Lawyers: Okada thought deal would lead to loan from Wynn Resorts

Lawyers for Kazuo Okada said the Japanese billionaire signed a consent to allow Elaine Wynn to sell her shares in Wynn Resorts on the presumption the company would lend him money.

The lawyers told District Judge Elizabeth Gonzalez in Las Vegas on Wednesday that both Chief Executive Officer Steve Wynn and General Counsel Kim Sinatra said they would seriously consider the possibility of Wynn Resorts lending the businessman money.

Sinatra told Okada in a May 2011 letter that Mr. Wynn was “absolutely committed” to a serious exploration of a company loan. Wynn later said in a deposition that he told Okada the board would “see if we can do it,” according to Wednesday’s testimony.

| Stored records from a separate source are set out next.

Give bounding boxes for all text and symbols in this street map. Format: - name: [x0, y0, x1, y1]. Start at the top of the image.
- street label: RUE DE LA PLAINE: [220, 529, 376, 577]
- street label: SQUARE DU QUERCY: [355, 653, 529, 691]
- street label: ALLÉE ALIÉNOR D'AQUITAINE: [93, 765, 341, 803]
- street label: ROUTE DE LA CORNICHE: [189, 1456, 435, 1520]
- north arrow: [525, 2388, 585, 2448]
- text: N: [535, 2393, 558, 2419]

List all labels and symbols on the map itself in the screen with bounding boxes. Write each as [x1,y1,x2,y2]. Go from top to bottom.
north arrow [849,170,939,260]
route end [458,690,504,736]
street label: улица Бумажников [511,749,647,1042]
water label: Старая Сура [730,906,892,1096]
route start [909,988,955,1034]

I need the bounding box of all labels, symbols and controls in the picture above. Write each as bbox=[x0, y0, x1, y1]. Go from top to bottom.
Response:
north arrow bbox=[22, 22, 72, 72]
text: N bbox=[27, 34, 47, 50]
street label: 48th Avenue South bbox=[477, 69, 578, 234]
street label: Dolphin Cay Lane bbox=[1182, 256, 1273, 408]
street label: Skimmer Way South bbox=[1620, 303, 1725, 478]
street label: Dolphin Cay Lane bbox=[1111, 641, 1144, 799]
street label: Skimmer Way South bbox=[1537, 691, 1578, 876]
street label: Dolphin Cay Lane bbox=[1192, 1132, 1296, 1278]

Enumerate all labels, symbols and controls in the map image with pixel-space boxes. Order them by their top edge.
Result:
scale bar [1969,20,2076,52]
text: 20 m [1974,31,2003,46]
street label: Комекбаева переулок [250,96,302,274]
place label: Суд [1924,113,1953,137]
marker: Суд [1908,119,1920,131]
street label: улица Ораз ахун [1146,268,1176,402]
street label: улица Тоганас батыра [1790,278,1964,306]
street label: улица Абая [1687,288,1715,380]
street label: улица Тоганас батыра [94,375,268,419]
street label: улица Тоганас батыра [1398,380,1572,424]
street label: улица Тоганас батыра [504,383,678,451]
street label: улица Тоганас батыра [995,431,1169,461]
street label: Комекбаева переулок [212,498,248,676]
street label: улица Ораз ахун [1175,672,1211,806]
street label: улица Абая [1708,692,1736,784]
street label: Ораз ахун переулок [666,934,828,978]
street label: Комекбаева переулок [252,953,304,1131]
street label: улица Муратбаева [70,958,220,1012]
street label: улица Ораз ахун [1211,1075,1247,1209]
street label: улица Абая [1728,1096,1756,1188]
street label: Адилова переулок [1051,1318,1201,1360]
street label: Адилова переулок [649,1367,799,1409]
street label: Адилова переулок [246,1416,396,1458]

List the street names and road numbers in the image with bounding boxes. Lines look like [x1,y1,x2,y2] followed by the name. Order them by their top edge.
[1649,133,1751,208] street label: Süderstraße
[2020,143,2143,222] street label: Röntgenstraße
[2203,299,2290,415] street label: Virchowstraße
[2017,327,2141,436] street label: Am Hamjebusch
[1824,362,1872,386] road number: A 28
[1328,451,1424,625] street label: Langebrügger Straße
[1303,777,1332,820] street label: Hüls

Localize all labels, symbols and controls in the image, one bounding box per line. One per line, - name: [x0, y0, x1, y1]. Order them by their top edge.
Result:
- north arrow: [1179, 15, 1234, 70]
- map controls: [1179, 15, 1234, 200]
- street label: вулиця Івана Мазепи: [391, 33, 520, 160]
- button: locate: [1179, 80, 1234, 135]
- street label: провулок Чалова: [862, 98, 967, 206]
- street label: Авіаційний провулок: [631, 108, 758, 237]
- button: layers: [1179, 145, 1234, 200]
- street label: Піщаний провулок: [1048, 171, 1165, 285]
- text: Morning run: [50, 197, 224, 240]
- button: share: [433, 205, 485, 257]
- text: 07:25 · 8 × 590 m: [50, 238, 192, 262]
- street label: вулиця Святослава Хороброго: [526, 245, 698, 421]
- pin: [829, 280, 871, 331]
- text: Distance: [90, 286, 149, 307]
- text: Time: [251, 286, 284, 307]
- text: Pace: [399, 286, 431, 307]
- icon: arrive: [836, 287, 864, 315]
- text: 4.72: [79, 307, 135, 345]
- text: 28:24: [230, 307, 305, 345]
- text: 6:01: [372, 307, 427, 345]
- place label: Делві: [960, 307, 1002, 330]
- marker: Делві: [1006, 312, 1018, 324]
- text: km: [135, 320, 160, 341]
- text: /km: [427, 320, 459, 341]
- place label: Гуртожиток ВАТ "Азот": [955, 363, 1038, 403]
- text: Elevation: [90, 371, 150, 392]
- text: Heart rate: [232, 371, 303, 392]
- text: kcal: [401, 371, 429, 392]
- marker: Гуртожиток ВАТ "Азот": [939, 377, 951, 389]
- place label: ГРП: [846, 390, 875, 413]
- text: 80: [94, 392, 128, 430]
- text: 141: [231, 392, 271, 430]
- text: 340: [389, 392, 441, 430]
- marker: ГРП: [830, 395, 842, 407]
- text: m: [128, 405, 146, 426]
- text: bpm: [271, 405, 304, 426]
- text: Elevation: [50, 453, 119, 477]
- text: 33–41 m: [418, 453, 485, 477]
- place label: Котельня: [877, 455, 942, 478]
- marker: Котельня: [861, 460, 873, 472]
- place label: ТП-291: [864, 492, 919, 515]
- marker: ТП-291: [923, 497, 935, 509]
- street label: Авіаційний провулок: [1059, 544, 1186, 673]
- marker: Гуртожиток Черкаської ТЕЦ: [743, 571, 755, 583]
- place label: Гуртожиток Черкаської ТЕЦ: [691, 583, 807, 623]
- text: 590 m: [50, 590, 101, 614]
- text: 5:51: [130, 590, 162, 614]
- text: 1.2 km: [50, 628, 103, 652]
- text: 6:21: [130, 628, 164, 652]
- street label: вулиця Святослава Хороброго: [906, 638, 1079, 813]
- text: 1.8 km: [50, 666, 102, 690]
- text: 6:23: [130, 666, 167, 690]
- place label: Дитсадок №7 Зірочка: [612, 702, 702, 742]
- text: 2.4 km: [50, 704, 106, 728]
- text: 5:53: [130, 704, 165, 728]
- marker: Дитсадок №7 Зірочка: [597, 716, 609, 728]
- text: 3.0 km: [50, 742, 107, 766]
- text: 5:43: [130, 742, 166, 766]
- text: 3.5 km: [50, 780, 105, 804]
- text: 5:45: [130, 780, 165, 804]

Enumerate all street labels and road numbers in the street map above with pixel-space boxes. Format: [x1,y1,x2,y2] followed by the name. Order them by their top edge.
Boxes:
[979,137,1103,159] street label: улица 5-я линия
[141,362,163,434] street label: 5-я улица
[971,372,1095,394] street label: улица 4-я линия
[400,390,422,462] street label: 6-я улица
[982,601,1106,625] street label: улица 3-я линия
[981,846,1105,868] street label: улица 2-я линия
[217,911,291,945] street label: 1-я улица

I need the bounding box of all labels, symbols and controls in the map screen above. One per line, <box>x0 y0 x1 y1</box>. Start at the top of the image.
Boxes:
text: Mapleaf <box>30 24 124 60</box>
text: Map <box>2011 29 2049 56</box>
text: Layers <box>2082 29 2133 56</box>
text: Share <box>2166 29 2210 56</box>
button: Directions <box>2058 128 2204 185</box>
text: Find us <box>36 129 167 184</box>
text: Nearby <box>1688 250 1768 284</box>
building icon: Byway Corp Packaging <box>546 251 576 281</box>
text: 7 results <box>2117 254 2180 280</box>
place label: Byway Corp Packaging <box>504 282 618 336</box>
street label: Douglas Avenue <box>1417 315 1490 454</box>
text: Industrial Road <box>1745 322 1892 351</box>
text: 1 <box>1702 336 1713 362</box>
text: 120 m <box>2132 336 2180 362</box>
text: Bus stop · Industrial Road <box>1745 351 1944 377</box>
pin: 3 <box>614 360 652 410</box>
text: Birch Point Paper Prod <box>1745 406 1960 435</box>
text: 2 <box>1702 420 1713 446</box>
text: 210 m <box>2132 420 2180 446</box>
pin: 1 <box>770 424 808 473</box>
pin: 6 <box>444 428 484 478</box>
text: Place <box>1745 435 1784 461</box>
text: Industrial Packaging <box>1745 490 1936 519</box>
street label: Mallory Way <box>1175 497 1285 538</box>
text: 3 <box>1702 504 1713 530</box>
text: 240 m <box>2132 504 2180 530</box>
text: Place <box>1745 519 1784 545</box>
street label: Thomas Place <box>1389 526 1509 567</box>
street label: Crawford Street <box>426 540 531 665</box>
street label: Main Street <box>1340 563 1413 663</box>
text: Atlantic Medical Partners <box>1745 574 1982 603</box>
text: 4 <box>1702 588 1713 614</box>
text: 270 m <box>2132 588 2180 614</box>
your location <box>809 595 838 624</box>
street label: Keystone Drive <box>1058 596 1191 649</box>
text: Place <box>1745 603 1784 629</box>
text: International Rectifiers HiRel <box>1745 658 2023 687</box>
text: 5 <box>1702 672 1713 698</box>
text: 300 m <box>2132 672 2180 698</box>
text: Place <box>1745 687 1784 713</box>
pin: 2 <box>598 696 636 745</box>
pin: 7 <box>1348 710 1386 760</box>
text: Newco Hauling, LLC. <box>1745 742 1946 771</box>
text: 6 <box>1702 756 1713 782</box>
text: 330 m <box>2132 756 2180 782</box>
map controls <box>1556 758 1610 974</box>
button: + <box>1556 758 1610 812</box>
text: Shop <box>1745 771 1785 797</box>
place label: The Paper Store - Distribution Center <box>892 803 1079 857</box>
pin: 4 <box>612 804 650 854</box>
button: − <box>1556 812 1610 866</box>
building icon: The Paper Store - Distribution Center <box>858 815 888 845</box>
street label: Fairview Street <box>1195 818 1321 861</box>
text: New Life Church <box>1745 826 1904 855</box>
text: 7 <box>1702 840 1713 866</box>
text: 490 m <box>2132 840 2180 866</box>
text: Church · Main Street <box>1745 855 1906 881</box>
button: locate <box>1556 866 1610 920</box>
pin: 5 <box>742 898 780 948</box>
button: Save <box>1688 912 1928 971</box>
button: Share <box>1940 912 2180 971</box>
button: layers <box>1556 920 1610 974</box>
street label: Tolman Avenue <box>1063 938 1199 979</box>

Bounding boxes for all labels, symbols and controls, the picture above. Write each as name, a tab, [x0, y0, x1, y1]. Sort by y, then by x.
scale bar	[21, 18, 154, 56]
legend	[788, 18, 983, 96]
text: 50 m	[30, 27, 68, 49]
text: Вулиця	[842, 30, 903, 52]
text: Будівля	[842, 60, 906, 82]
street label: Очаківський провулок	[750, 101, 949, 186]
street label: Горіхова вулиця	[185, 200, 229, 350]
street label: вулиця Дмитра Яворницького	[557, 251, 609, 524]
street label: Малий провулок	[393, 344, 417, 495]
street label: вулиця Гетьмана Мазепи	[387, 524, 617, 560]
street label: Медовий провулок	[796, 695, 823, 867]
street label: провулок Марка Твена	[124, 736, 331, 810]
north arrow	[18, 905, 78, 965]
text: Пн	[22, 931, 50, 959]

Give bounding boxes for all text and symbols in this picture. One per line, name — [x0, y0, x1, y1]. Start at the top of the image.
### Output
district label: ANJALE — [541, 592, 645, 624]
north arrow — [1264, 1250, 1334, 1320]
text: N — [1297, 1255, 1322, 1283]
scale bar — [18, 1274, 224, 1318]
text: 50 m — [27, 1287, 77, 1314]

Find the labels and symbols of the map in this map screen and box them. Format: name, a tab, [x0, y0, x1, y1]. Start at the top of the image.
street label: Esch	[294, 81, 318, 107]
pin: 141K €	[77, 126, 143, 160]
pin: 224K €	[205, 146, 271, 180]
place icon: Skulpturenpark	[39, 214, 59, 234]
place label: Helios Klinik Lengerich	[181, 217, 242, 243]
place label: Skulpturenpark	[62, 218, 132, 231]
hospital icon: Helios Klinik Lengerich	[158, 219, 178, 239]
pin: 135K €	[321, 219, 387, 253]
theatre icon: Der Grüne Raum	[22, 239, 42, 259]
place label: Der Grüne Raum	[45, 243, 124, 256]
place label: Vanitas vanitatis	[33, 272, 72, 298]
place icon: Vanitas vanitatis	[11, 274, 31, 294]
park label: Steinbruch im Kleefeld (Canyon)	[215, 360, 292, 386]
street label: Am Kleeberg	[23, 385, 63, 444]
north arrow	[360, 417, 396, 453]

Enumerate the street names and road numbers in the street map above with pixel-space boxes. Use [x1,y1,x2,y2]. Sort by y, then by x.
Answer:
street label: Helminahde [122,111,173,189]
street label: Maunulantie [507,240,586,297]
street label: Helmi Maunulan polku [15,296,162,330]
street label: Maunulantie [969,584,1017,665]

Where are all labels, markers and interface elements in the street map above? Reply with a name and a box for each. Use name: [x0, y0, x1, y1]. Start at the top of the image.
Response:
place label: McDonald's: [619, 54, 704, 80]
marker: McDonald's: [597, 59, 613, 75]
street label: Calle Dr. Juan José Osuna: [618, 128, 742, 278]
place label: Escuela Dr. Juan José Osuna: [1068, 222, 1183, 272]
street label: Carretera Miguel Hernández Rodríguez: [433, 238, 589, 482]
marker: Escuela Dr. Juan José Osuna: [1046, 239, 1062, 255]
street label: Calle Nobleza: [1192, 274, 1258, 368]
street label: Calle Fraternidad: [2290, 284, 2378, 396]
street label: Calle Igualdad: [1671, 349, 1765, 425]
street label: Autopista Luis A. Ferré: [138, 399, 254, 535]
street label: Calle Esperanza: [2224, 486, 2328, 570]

“That is the promise on which Mr. Okada relied when he signed the waiver and consent to allow Ms. Wynn to sell her shares,” Okada attorney J. Stephen Peek said.

The loan never materialized, and Okada now alleges it resulted in increased financial costs for his Philippines casino project.

He is accusing Wynn and Sinatra of fraud and conspiracy in connection with the failure to lend him money.

Peek said Wynn was acting as a party to the shareholder agreement among himself, his wife, Elaine, and Okada rather than as chairman of the board when making the promise.

“A conspiracy can be found upon (Wynn’s) interest in seeing that the consent and the waiver be executed giving him (Wynn) what he needed,” Peek said.

Wynn’s lawyer Todd Bice described the loan conversations as a “vague discussion” with no mention of dollar size, maturity or rate. There was “zero evidence” that Okada’s company suffered any harm by not receiving the loan, he said.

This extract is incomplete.